The model improvises. With a description like 'Send a WhatsApp message to a contact' and no sibling reference, an agent that has just read messages from the active chat will call whatsapp_send_message with whichever contact name appeared most recently in conversation. With WhatsApp specifically, that's how messages get sent to the wrong person, because the model conflates 'the chat I'm looking at' with 'the chat I most recently mentioned by name'. The protocol-style description ('CURRENTLY OPEN', 'Does NOT search', 'verify first') closes that gap by giving the model an explicit anti-pattern to avoid. The cost is verbosity, the benefit is fewer wrong-chat sends.

Why use ALL CAPS instead of bold or quotes inside a description string?

Because the description is delivered as a JSON string into the model's context. Markdown bold and quotes survive, but ALL CAPS is the most compact and unambiguous emphasis that survives any tokeniser and any host that re-renders the description. In whatsapp-mcp-macos's source, you can see this used sparingly: 'CURRENTLY OPEN' once, 'NOT' twice, 'OPEN' once. Used for every word, capitalisation stops working as a signal. Used for the one or two facts the model must not misread, it's the cheapest possible attention mechanism.

Can I see the actual description strings the WhatsApp MCP ships with?

Yes. They are literal Swift string literals at lines 993 to 1108 of Sources/WhatsAppMCP/main.swift in the whatsapp-mcp-macos repo.

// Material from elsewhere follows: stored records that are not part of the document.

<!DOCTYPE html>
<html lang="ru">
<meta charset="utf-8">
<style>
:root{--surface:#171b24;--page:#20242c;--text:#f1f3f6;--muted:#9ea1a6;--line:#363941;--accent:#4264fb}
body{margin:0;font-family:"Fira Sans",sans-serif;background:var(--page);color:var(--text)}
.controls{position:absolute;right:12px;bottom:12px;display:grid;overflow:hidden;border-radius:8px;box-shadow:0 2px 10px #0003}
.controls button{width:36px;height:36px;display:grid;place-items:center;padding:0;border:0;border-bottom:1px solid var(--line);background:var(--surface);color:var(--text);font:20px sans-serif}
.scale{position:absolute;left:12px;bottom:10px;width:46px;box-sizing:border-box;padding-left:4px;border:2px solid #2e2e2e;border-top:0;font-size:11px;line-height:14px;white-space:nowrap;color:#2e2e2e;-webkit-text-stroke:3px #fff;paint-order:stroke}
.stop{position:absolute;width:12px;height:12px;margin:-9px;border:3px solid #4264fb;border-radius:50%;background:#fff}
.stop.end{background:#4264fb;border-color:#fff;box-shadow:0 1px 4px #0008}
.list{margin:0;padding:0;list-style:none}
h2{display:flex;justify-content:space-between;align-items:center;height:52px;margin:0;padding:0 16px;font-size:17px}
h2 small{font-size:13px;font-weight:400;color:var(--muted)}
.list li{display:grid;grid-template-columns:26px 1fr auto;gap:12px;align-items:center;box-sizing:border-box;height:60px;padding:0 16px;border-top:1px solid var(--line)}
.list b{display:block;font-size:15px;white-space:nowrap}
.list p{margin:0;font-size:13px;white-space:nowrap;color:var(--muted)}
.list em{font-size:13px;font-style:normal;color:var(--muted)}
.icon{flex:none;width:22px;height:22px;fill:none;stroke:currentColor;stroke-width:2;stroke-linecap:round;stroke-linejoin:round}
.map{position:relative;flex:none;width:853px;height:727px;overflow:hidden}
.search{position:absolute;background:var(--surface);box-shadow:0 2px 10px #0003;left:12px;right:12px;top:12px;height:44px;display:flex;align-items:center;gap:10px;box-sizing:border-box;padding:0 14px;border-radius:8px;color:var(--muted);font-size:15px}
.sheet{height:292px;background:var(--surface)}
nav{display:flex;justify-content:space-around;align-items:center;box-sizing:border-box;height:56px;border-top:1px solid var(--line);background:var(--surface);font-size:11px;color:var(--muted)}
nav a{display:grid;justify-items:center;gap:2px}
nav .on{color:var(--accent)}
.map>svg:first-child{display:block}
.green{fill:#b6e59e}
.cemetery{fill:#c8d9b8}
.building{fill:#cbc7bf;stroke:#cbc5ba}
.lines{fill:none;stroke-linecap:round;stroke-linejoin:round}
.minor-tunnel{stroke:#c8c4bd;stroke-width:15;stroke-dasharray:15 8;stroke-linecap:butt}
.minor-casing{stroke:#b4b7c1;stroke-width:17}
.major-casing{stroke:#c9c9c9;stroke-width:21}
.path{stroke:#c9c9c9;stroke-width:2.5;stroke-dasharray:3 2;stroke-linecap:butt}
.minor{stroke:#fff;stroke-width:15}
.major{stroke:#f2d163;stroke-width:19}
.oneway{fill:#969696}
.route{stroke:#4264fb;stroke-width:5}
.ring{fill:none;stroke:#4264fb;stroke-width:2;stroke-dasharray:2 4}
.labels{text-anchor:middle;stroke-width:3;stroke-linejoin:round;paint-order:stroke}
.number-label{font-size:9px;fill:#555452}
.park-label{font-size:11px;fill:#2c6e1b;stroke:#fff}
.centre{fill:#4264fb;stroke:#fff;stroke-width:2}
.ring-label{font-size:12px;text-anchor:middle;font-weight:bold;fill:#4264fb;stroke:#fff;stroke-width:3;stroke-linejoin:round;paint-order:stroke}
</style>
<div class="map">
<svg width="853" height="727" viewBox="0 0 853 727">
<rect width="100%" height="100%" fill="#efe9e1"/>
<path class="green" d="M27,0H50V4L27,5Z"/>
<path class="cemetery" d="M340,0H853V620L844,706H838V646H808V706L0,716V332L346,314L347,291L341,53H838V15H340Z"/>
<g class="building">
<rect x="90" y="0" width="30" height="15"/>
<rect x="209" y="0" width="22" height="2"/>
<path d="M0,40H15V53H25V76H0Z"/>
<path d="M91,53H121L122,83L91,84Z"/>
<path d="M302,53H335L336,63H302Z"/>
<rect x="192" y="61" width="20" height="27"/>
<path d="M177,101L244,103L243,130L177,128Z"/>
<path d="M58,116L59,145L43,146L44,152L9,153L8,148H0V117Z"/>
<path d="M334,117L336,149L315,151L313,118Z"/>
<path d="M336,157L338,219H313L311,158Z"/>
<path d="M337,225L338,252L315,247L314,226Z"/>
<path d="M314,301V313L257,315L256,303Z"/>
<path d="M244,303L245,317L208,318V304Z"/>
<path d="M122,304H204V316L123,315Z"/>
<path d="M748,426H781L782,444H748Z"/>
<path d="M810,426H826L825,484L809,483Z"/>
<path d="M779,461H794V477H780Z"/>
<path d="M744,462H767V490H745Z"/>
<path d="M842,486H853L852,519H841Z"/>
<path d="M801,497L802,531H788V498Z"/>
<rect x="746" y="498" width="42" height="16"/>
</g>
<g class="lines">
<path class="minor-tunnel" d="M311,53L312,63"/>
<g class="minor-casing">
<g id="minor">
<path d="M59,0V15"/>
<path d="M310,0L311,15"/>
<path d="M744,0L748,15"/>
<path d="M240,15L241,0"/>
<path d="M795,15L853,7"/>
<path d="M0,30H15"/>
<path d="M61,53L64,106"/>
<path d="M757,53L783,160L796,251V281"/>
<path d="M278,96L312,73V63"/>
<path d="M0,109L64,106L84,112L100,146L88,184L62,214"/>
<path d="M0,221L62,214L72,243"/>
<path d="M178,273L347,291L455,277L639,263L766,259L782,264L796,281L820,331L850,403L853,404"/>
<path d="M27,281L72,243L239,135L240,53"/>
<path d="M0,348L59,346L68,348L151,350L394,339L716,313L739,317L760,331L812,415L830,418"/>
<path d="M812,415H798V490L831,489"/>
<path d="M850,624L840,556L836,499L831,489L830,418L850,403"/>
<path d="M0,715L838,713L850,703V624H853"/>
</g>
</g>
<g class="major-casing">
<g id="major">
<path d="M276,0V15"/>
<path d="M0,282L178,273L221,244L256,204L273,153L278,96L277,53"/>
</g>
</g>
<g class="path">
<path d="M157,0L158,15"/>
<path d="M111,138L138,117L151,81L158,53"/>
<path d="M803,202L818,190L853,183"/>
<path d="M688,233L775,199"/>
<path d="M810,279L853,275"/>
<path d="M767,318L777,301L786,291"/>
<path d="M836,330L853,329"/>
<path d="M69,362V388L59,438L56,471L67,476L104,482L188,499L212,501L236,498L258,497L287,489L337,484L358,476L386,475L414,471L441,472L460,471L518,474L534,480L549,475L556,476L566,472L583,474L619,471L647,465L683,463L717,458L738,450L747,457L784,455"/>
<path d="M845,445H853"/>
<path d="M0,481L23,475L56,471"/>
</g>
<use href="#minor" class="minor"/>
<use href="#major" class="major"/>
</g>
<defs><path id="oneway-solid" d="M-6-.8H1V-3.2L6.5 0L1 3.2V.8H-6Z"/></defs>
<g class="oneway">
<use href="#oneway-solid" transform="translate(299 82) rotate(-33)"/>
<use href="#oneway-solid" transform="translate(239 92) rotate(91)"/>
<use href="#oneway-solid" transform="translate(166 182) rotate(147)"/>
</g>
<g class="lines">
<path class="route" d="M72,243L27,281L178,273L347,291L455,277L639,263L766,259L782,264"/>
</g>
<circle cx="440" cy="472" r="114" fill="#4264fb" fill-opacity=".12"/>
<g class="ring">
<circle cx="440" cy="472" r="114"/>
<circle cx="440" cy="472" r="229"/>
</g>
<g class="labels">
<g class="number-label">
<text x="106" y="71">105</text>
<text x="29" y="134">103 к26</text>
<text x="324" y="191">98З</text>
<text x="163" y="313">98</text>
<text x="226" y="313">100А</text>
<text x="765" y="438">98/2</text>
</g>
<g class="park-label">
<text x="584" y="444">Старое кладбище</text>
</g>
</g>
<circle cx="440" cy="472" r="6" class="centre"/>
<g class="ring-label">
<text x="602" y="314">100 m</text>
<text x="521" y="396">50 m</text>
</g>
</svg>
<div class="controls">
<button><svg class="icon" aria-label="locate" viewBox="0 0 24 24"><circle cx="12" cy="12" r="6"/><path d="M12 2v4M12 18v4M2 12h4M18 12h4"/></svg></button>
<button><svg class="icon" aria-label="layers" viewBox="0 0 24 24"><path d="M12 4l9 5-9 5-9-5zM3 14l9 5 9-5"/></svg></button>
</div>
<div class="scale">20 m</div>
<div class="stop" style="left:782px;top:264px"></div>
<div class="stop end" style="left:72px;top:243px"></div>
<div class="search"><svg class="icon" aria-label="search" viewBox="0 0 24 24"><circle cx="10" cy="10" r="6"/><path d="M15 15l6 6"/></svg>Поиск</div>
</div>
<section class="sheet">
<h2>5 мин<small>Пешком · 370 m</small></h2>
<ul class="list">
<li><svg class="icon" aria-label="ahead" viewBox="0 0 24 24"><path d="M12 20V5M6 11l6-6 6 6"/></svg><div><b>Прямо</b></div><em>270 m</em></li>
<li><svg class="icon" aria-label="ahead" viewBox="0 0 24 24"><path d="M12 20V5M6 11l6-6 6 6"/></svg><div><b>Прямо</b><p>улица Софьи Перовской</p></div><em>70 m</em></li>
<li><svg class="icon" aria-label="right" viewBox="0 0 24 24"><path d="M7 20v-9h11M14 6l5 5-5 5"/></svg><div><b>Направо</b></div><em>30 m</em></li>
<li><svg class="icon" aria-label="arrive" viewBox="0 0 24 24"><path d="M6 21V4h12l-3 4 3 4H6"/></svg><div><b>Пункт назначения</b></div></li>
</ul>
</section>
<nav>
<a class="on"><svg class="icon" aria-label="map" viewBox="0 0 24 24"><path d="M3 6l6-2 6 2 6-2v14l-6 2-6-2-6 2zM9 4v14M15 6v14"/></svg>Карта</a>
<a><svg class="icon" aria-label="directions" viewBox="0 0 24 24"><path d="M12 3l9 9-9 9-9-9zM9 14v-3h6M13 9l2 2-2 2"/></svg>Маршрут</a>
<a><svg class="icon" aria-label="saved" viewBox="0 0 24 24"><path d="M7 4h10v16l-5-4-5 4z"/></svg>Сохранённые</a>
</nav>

The file is a single MCP server entrypoint; everything after `func setupAndStartServer()` declares Tool values whose `description:` argument is the string the model sees. There are 11 tools and 11 description strings. The longest is whatsapp_send_message at 31 words. The shortest is whatsapp_quit at 4 words ('Quit/close WhatsApp.'). The variation is intentional: tools with state-changing side effects get protocol prose, tools without them get a verb.